Regex Performance in Theory and in Practice
Introduction
Most programmers are familiar with regular expressions (or regexes) which are frequently used to describe and parse text. It’s less commonly known that regexes can be represented by a fundamental computing concept known as a finite automaton. To determine whether a regex matches a string we can first translate the expression into its equivalent non-deterministic finite automaton (NFA). We can then use the string as input to the NFA and check whether the match succeeds. This process seems relatively straightforward but the algorithm used to check this match can have a dramatic impact on the performance of regexes in practice.
Backtracking vs. Thompson NFA
Russ Cox has a series of excellent blog posts which compare algorithms used to check whether a regex matches a string. The first is known as backtracking and involves trying all of the possible paths through the NFA one at a time. For example, consider the NFA in Figure 1 which represents the regex abab|abbb
.
Figure 1: An NFA representing the regex abab|abbb. Source
There are two possible paths through this NFA. If we want to check whether the string abbb
matches this regex the algorithm will first try the top path and will get as far as the third node before the match fails and backtracks to the beginning of the NFA as shown in Figure 2. The algorithm next tries the bottom path which results in a successful match.
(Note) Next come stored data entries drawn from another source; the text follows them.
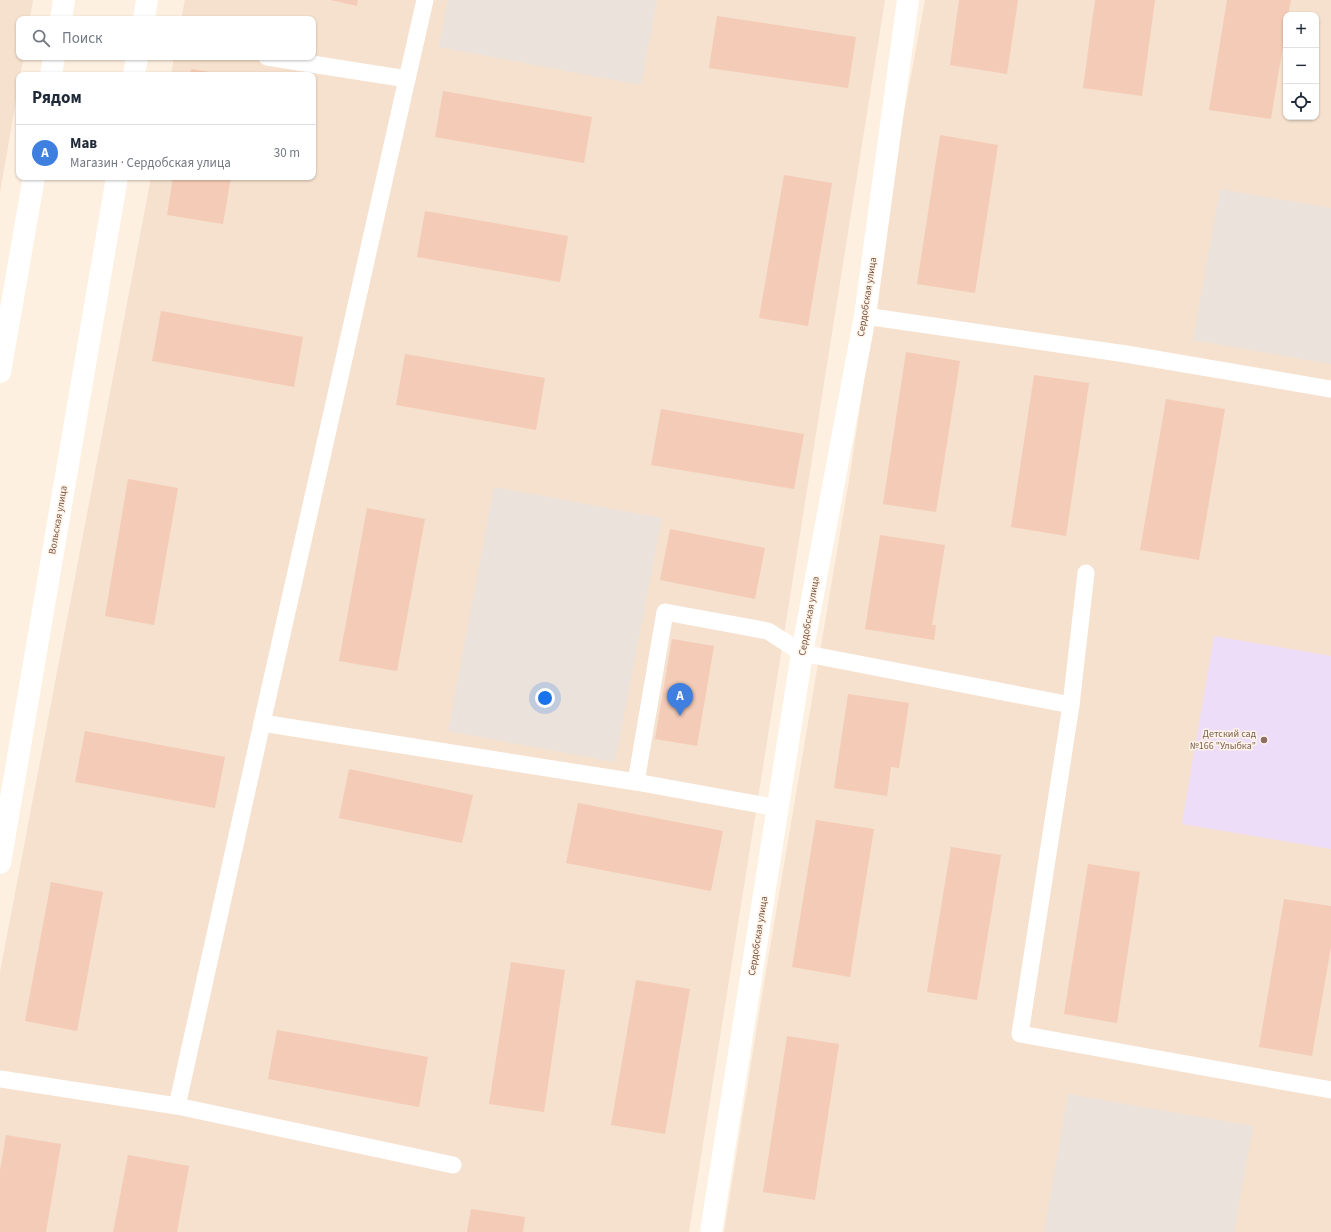 <!DOCTYPE html>
<html lang="ru">
<head>
<meta charset="utf-8">
<style>
	body { margin:0; font-family:"Source Sans 3",sans-serif; background:#f6f6f7; color:#1f2937 }
	.controls { position:absolute; right:12px; top:12px; display:grid; overflow:hidden; border-radius:8px; box-shadow:0 1px 3px #0004 }
	.controls button { width:36px; height:36px; display:grid; place-items:center; padding:0; border:0; border-bottom:1px solid #e0e1e3; background:#fff; color:#1f2937; font:20px sans-serif }
	.you { position:absolute; left:545px; top:698px; width:14px; height:14px; margin:-10px; border:3px solid #fff; border-radius:50%; background:#1a73e8; box-shadow:0 0 0 6px #1a73e833 }
	.badge { display:grid; place-items:center; width:26px; height:26px; border-radius:50%; background:#ef5c3d; color:#fff; font-size:13px; font-weight:700 }
	.pin { position:absolute; translate:-50% -33px; filter:drop-shadow(0 1px 2px #0008) }
	.pin::after { content:''; position:absolute; top:21px; width:14px; height:12px; background:inherit; clip-path:polygon(0 0,100% 0,50% 100%) }
	.list { margin:0; padding:0; list-style:none }
	h2 { display:flex; justify-content:space-between; align-items:center; height:52px; margin:0; padding:0 16px; font-size:17px }
	h2 small { font-size:13px; font-weight:400; color:#747a83 }
	.list li { display:grid; grid-template-columns:26px 1fr auto; gap:12px; align-items:center; box-sizing:border-box; height:56px; padding:0 16px; border-top:1px solid #e0e1e3 }
	.list b { display:block; font-size:15px; white-space:nowrap }
	.list p { margin:0; font-size:13px; white-space:nowrap; color:#747a83 }
	.list em { font-size:13px; font-style:normal; color:#747a83 }
	.icon { flex:none; width:22px; height:22px; fill:none; stroke:currentColor; stroke-width:2; stroke-linecap:round; stroke-linejoin:round }
	.map { position:relative; flex:none; width:1331px; height:1232px; overflow:hidden }
	.search { position:absolute; background:#fff; box-shadow:0 1px 3px #0004; left:16px; top:16px; width:300px; height:44px; display:flex; align-items:center; gap:10px; box-sizing:border-box; padding:0 14px; border-radius:8px; color:#747a83; font-size:15px }
	.panel { position:absolute; background:#fff; box-shadow:0 1px 3px #0004; left:16px; top:72px; width:300px; height:108px; border-radius:8px }
	.map>svg:first-child { display:block }
	.residential { fill:#f5e1ce; fill-rule:evenodd }
	.industrial { fill:#ebe2dc }
	.education { fill:#edddf9 }
	.building { fill:#f4cbb6 }
	.lines { fill:none; stroke-linecap:round; stroke-linejoin:round }
	.service { stroke:#fff; stroke-width:17 }
	.minor { stroke:#fff; stroke-width:22 }
	.secondary { stroke:#fff; stroke-width:22 }
	.education-dot { fill:#8d6e63; stroke:#fff4e7; stroke-width:1.5 }
	.labels { text-anchor:middle; dominant-baseline:central; stroke-width:3; stroke-linejoin:round; paint-order:stroke }
	.street-label { font-size:10px; fill:#755446; stroke:#fff4e7 }
	.education-label { font-size:10px; fill:#785e54; stroke:#fff4e7; text-anchor:end }
</style>
</head>
<body>
<div class="map">
<svg width="1331" height="1232" viewBox="0 0 1331 1232">
	<rect width="100%" height="100%" fill="#fef0e0"/>
	<!-- residential -->
	<g class="residential">
		<polygon points="0,0 33,0 30,19 19,19 19,57 24,57 20,75 19,75 19,83 0,193"/>
		<polygon points="185,0 885,0 689,1232 0,1232 0,972 151,177 313,177 313,75 171,75 174,57 313,57 313,19 181,19"/>
		<path d="M925,0H1331V1232H724L762,995L851,468L901,129ZM1286,15H1316V117H1286Z"/>
	</g>
	<!-- industrial -->
	<g class="industrial">
		<polygon points="448,0 657,0 641,85 439,47"/>
		<polygon points="1220,189 1331,208 1331,364 1193,340"/>
		<polygon points="494,487 662,518 615,762 448,731"/>
		<polygon points="1068,1094 1253,1126 1234,1232 1044,1232"/>
	</g>
	<!-- education -->
	<polygon class="education" points="1214,636 1331,656 1331,849 1182,824"/>
	<!-- building -->
	<g class="building">
		<polygon points="331,0 358,0 357,6"/>
		<polygon points="959,0 1018,0 1007,74 950,65"/>
		<polygon points="1095,0 1155,0 1142,96 1083,88"/>
		<polygon points="1227,0 1291,0 1288,15 1286,15 1286,27 1271,119 1209,110"/>
		<polygon points="717,16 856,37 848,88 709,68"/>
		<polygon points="191,69 221,74 221,75 190,75"/>
		<polygon points="443,91 592,117 584,163 435,137"/>
		<polygon points="940,135 998,145 975,293 917,284"/>
		<polygon points="784,175 832,183 808,326 759,318"/>
		<polygon points="173,177 231,177 223,224 167,215"/>
		<polygon points="425,211 568,236 560,282 417,257"/>
		<polygon points="161,311 303,337 294,387 152,361"/>
		<polygon points="906,352 960,361 936,512 883,504"/>
		<polygon points="405,354 545,378 536,430 396,405"/>
		<polygon points="1034,375 1089,383 1066,536 1011,527"/>
		<polygon points="1166,399 1225,409 1199,560 1140,550"/>
		<polygon points="661,409 804,434 794,489 651,465"/>
		<polygon points="128,479 178,488 154,625 105,616"/>
		<polygon points="367,508 425,519 397,671 339,661"/>
		<polygon points="670,529 765,548 755,599 660,580"/>
		<polygon points="880,535 945,545 932,625 936,625 934,640 865,629"/>
		<polygon points="672,639 714,646 697,746 655,739"/>
		<polygon points="848,694 909,703 899,768 891,767 887,796 834,788"/>
		<polygon points="85,731 225,757 215,808 75,782"/>
		<polygon points="349,769 473,795 462,843 339,818"/>
		<polygon points="578,803 723,831 711,891 566,863"/>
		<polygon points="816,820 874,829 850,977 792,967"/>
		<polygon points="951,847 1001,855 977,1000 927,992"/>
		<polygon points="1088,864 1140,872 1117,1023 1064,1014"/>
		<polygon points="51,882 103,892 77,1031 25,1021"/>
		<polygon points="1284,899 1331,906 1331,947 1312,1056 1259,1047"/>
		<polygon points="511,962 565,970 544,1112 489,1104"/>
		<polygon points="636,980 690,989 665,1134 611,1125"/>
		<polygon points="277,1030 428,1057 419,1107 268,1079"/>
		<polygon points="787,1036 839,1044 815,1200 763,1192"/>
		<polygon points="6,1135 61,1144 46,1232 0,1232 0,1171"/>
		<polygon points="128,1155 189,1166 177,1232 113,1232"/>
		<polygon points="471,1209 525,1217 523,1232 467,1232"/>
	</g>
	<g class="lines">
		<!-- service -->
		<g class="service">
			<polyline points="267,57 407,79 262,723 636,782 665,612 768,631 802,653 1071,705 1020,1034 1331,1090"/>
			<polyline points="407,79 425,0"/>
			<polyline points="865,316 1126,354 1331,389"/>
			<polyline points="1071,705 1086,573"/>
			<polyline points="262,723 177,1106 453,1165"/>
			<polyline points="636,782 778,808"/>
			<polyline points="0,1079 177,1106"/>
		</g>
		<!-- minor -->
		<polyline class="minor" points="711,1232 802,653 865,316 908,0"/>
		<!-- secondary -->
		<g class="secondary">
			<polyline points="61,19 64,0"/>
			<polyline points="144,19 147,0"/>
			<polyline points="51,75 54,57"/>
			<polyline points="134,75 137,57"/>
			<polyline points="0,372 34,177"/>
			<polyline points="0,863 117,177"/>
		</g>
	</g>
	<!-- markers -->
	<circle class="education-dot" cx="1264" cy="740" r="4"/>
	<g class="labels">
		<!-- street labels -->
		<g class="street-label">
			<text transform="translate(867 297) rotate(-81)">Сердобская улица</text>
			<text transform="translate(58 520) rotate(-80)">Вольская улица</text>
			<text transform="translate(809 616) rotate(-80)">Сердобская улица</text>
			<text transform="translate(758 936) rotate(-81)">Сердобская улица</text>
		</g>
		<!-- education labels -->
		<g class="education-label">
			<text x="1256" y="734">Детский сад<tspan x="1256" dy="12">№166 "Улыбка"</tspan></text>
		</g>
	</g>
</svg>
<div class="controls">
<button>+</button>
<button>−</button>
<button><svg class="icon" aria-label="locate" viewBox="0 0 24 24"><circle cx="12" cy="12" r="6"/><path d="M12 2v4M12 18v4M2 12h4M18 12h4"/></svg></button>
</div>
<div class="you"></div>
<div class="pin badge" style="left:680px;top:716px;background:#3f7fe0">A</div>
<div class="search"><svg class="icon" aria-label="search" viewBox="0 0 24 24"><circle cx="10" cy="10" r="6"/><path d="M15 15l6 6"/></svg>Поиск</div>
<section class="panel">
<h2>Рядом<small></small></h2>
<ul class="list">
<li><span class="badge" style="background:#3f7fe0">A</span><div><b>Мав</b><p>Магазин · Сердобская улица</p></div><em>30 m</em></li>
</ul>
</section>
</div>
</body>
</html>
The problem with this algorithm is that it can result in an exponential runtime in the worst case when there are a very large number of paths through the NFA.
Figure 2: Checking whether the regex abab|abbb matches the string abbb using the back-tracking algorithm. Source
The second algorithm that Russ Cox discusses is based on a paper by Ken Thompson from 1968 and it allows multiple paths to be pursued at once. This approach is illustrated in Figure 3. In this case, the algorithm progresses along both paths in the NFA until Step 3 when the top path fails to match but it continues along the bottom path. The runtime for this algorithm is linear for even arbitrarily large input strings because it does not backtrack to the beginning in the case of a failed match.
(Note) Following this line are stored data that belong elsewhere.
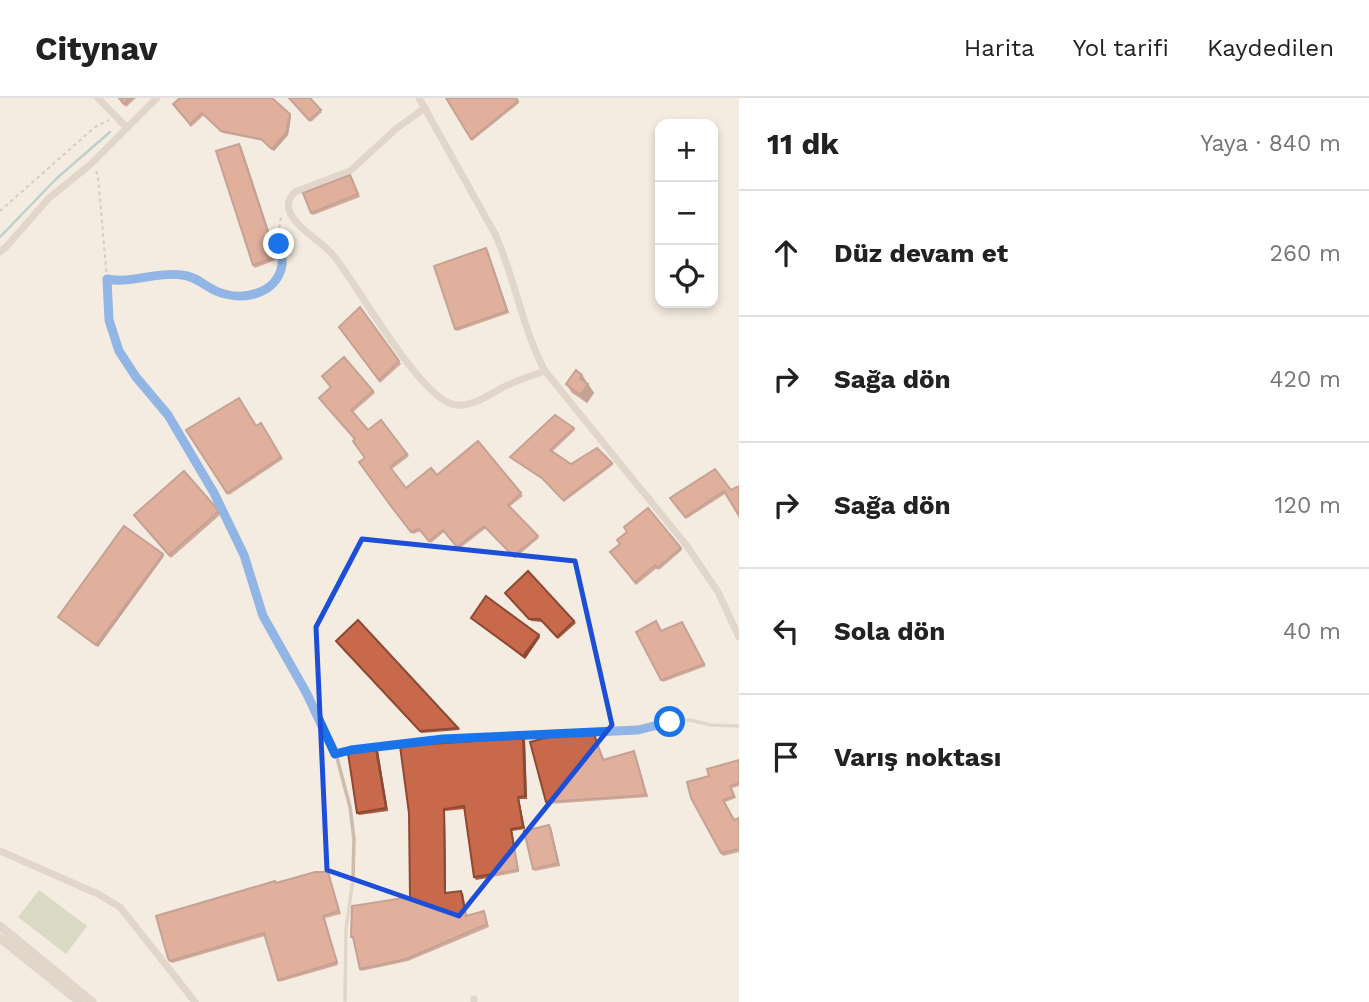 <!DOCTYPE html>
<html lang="tr">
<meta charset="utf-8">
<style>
body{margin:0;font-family:"Work Sans",sans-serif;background:#f2f2f2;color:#222}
.controls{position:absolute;right:21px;top:21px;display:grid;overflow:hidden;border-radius:14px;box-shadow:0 4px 10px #0003}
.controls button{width:63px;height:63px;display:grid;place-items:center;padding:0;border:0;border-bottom:2px solid #e0e0e0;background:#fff;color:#222;font:35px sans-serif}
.stop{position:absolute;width:21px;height:21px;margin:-16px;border:5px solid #1a73e8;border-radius:50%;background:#fff}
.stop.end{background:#1a73e8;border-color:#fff;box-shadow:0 2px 7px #0008}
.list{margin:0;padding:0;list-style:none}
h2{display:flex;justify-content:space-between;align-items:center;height:91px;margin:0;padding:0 28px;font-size:30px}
h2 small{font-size:23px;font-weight:400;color:#767676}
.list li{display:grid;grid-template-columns:46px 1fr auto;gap:21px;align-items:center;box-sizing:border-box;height:126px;padding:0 28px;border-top:2px solid #e0e0e0}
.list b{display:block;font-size:26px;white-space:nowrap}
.list em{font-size:23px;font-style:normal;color:#767676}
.icon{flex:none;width:38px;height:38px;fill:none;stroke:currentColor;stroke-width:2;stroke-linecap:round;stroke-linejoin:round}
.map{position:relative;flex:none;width:739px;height:904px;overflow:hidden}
header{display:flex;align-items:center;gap:42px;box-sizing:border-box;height:98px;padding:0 35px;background:#fff;border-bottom:2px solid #e0e0e0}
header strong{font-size:33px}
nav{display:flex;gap:38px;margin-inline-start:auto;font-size:24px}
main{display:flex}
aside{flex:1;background:#fff}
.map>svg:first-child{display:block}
</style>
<header>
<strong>Citynav</strong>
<nav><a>Harita</a><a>Yol tarifi</a><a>Kaydedilen</a></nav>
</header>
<main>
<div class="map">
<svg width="739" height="904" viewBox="0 0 739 904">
<rect width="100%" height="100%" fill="#f4ebe1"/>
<path fill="#b8c4a0" d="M39 792 87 828 66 856 18 819Z"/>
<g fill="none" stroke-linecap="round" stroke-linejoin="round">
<path stroke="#7fb0b2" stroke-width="2.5" d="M0 139 57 80 110 34"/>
<g stroke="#b9a596" stroke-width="2" stroke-dasharray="3.5 3.5" stroke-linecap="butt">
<path d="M96 73 98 79 107 181 106 208 113 239 127 267 168 317 214 395 244 457 263 518 307 596 333 651"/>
<path d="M0 113 95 29 109 22"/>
<path d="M108 181C131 185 155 176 179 176 194 177 205 188 218 194 238 201 266 199 277 180 288 162 274 139 282 116"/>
</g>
<path stroke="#cdbbac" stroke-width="3.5" d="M345 904 346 831 353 781 354 741 350 709 336 656 351 652 443 641 638 632 679 623 690 622 711 627 739 628"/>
<g stroke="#cdbbac" stroke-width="7">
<path d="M98 0 126 29"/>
<path d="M419 0 495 136C515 180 522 230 545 273L687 448 718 494 739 539"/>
<path d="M425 10 397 30 350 73 295 94C271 117 319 140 333 157 357 185 421 304 456 307 476 309 493 293 510 286 521 281 533 277 545 273"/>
<path d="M0 154 6 149 49 100 91 66 157 0"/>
<path d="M0 753 98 796 120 809 195 904"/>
<path d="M474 901V904"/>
</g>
<g stroke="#cdbbac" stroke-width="9">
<path d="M0 828 92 904"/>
<path d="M0 840 80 904"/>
</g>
</g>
<g fill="#ac5a40">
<path d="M118 0H136L126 9Z"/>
<path d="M288 0H310L322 14 311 24Z"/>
<path d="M446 0H516L519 5 472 43Z"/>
<path d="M173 6 290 16 291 18 288 37 274 53 263 43 223 35 204 17 191 29Z"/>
<path d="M241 48 278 161 255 170 253 167Z"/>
<path d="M352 79 360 99 313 117 311 115Z"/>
<path d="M488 153 509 215 457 233 455 231Z"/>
<path d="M360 209 401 266 380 285 339 229Z"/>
<path d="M344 259 375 295 353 314 368 332 381 322 409 358 392 371 406 390 437 377 478 343 523 398 509 409 539 440 515 460 486 430 459 451 444 434 431 445 421 433 413 436 389 407 355 342Z"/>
<path d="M582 277 594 295 587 305 572 295 566 286Z"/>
<path d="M261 325 283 361 229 397 186 332 257 328Z"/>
<path d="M574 330 575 332 553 353 571 366 612 365 613 367 564 404 543 382 512 361 510 359Z"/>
<path d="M715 371 725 396 686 421 670 400Z"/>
<path d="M184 373 221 416 171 460 134 417Z"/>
<path d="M648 410 682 452 659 472 657 470 636 487 610 454 620 446Z"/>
<path d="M163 456 164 458 98 549 58 519Z"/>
<path d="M505 495 574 523 576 525 558 541 542 524 531 523Z"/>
<path d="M471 520 540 539 525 561Z"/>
<path d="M682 524 706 568 663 584 636 534 661 533Z"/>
<path d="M337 545 458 630 460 632 421 635Z"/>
<path d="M594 636 604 661 635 655 648 699 548 706 546 704Z"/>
<path d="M523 640 525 642 527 701H519L525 731 512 733 519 774 476 782 474 779 464 711 445 713 446 795H463L467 817 484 813 489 829 408 863 361 873 360 871 353 841 351 839 410 799 409 715Z"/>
<path d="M378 653 388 713 359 717 357 715Z"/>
<path d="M739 662V688L732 690 736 700 725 704 734 722 739 720V754L723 758 721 755 709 678Z"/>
<path d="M551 729 560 768 535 773 533 771Z"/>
<path d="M328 774 341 816 325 820 338 867 279 884 265 838 172 865 168 860 276 785Z"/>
</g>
<g fill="#8c4a34">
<path d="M290 16 291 18 288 37 274 53 272 51Z"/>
<path d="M239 46 241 48 278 161 276 159Z"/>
<path d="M486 150 488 153 509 215 507 213Z"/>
<path d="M582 277 594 295 587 305 580 297V281Z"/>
<path d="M163 456 164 458 98 549 96 547Z"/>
<path d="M539 537 540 539 525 561 523 558Z"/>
<path d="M523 640 525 642 527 701 525 698Z"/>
<path d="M376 651 378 653 388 713 386 710Z"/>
<path d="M634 653 635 655 648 699 646 697Z"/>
<path d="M518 699 519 701 525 731 523 729Z"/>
<path d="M444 711 445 713 446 797 445 795Z"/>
<path d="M549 727 551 729 560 768 558 765Z"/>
<path d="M511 731 512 733 519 774 518 772Z"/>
<path d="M323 818 325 820 338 867 337 864Z"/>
</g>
<g fill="#c8694b" stroke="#8c4a34" stroke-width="2">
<path d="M119 0H131L124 6Z"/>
<path d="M180 0H272L290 16 286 35 272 51 261 41 221 33 202 15 190 26 173 6Z"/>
<path d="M289 0H310L321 12 309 22Z"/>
<path d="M446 0H516L518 3 471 41Z"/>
<path d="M239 46 276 159 253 167 216 53Z"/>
<path d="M350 77 358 96 311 115 303 95Z"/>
<path d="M486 150 507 213 455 231 434 168Z"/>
<path d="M360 209 399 263 379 282 339 229Z"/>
<path d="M344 259 373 293 351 312 368 332 381 322 407 356 390 369 406 390 431 370 437 377 478 343 521 395 508 407 538 438 513 458 484 428 457 449 443 432 429 443 419 431 411 434 388 404 359 364 365 360 353 343 355 341 319 300 331 289 322 278Z"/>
<path d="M576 272 582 277 580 281 588 286 580 297 566 286Z"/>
<path d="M239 300 256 328 261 325 281 359 227 395 186 332Z"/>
<path d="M555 317 574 330 550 352 571 366 597 350 612 365 563 402 542 380 510 359Z"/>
<path d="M715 371 731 392 739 388V418L724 393 685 419 670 400Z"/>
<path d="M184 373 219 413 169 457 134 417Z"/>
<path d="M648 410 681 450 657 470 655 467 635 484 610 454 620 446 617 442 627 434 624 429Z"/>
<path d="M124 428 163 456 96 547 58 519Z"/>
<path d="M528 473 574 523 557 539 540 521H529L505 495Z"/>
<path d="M486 498 539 537 523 558 471 520Z"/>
<path d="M358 522 458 630 420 633 336 543Z"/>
<path d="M656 523 661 533 682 524 704 566 661 582 636 534Z"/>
<path d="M594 636 603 662 634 653 646 697 546 704 530 644 553 638Z"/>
<path d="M523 640 525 698 518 699 523 729 511 731 518 772 474 779 464 708 444 711 445 795 461 793 466 818 484 813 487 826 406 861 360 871 353 839H351L352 808 410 799 409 715 400 648Z"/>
<path d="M376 651 386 710 357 715 348 655Z"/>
<path d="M739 662V685L730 688 734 698 723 702 734 722 739 720V751L721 755 691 700 687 684 709 678 707 671Z"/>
<path d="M549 727 558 765 533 771 524 733Z"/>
<path d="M315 774H328L339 813 323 818 337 864 278 882 264 835 170 863 168 860 156 818 275 783 276 785Z"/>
</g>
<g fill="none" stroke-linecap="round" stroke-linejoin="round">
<path stroke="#1a73e8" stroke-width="9" d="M279 146C280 153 283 160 282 167 277 197 241 204 216 193 205 188 195 178 182 177 158 173 132 186 107 181L109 222 119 253 136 279 168 317 214 395 244 457 263 518 307 596 335 656 351 652 443 641 638 632 670 624"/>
</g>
<path d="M0 0H739V904H0ZM362 441 575 463 612 627 459 818 327 772 316 529Z" fill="#f4ebe1" fill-opacity=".55" fill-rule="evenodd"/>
<path fill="none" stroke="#1d4ed8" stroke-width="5" stroke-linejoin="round" d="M362 441 575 463 612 627 459 818 327 772 316 529Z"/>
</svg>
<div class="controls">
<button>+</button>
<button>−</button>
<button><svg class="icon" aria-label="locate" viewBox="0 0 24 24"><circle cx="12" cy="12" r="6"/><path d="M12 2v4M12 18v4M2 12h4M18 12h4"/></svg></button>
</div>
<div class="stop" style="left:670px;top:624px"></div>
<div class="stop end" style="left:279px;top:146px"></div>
</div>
<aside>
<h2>11 dk<small>Yaya · 840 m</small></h2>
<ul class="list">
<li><svg class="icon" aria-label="ahead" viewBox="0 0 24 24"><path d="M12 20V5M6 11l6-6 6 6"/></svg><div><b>Düz devam et</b></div><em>260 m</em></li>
<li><svg class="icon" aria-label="right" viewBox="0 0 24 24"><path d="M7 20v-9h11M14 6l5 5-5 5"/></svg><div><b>Sağa dön</b></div><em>420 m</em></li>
<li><svg class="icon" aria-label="right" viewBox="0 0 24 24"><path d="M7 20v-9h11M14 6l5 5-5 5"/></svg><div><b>Sağa dön</b></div><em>120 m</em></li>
<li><svg class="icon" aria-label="left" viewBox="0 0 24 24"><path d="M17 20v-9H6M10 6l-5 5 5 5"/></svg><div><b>Sola dön</b></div><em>40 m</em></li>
<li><svg class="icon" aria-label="arrive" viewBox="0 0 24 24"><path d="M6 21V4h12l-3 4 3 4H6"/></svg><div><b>Varış noktası</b></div></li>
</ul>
</aside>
</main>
Figure 3: Thompson (1968) algorithm for checking a regex match. Source
Regexes in Practice
Figure 4 compares the performance of the regex libraries in some popular programming languages with the Thompson NFA algorithm. The relatively poor performance of the programming languages clearly indicates that they rely on backtracking instead of the Thompson NFA approach. This may seem puzzling. After all, if the backtracking algorithm can result in exponential runtime in some cases and the Thompson NFA algorithm avoids this, why would any library implement the former instead of the latter? The answer relates to the way that regexes are used in practice.
Figure 4: Comparing performance of regex implementations. The graph shows how long it takes for checking whether a regex of the form a?nan matches an as n grows. For example,with n = 3 it checks how long a?a?a?aaa takes to match aaa. Source
First, it is important to note that the exponential runtime for the backtracking algorithm only appears in what Cox calls “pathological” regexes. For example, consider whether the regex a?a?a?aaa
matches the string aaa
. In regexes the term ?
matches zero or one of the preceding character and three ?
terms means that there are 2^3
possibilities in this case and only the final possibility that the algorithm will try (zero for each of the ?
terms) will result in a successful match. Thus this algorithm is O(2^n)
which results in very poor performance for even reasonably sized n
. However, the vast majority of the regexes used in practice are not so unlucky and do not suffer from such poor performance.
Second, and perhaps more importantly, Cox notes that regexes have evolved over time from the original Unix implementations and many new features require the use of the backtracking algorithm. One prominent example of this is the backreference. In the regex (abc)\1
the backreference character \1
means that we should match the characters in parentheses abc
again so that this expression matches abcabc
but not abc
.
Trade-Offs
It would seem, then, that the developers of regex libraries face a difficult trade-off between the two algorithms. As noted above, many popular programming languages use backtracking. This decision presumably comes from accepting that the so-called “pathological” cases are so rare in practice that performance with backtracking will be acceptable in most cases and the risk of exponential runtime is worth the additional features that it can provide and that users have grown to expect.
However, there are other libraries that take a different approach. Many of Google’s core products, for example, use a library called RE2 that was developed at Google by Russ Cox and others and which is based on the Thompson NFA approach. In another blog post, Russ Cox shows why Google favours this approach using Google Code Search as an example. This service allows users to search through public open source code without downloading it using regexes. It could easily fall victim to denial of service attacks from malicious users submitting “pathological” regexes if backtracking was used.
Regexes are also widely used in monitoring networks for malicious activity and the volume of traffic in this area means that performance is an important consideration. For example, Hyperscan is a regex library used in this field that also does not use backtracking. This novel features of this library include support for multiple regex patterns at once and streaming input. These features, which would not be possible if backtracking were used, give it a significant performance advantage in many cases.
Conclusion
The algorithm used to check whether a regex matches a string can have a significant impact on its performance. Applications which cannot risk any exponential runtimes or where performance is critical in all cases should avoid the backtracking algorithm. On the other hand, applications which do not have such requirements are likely to benefit from the additional features that the backtracking algorithm can provide.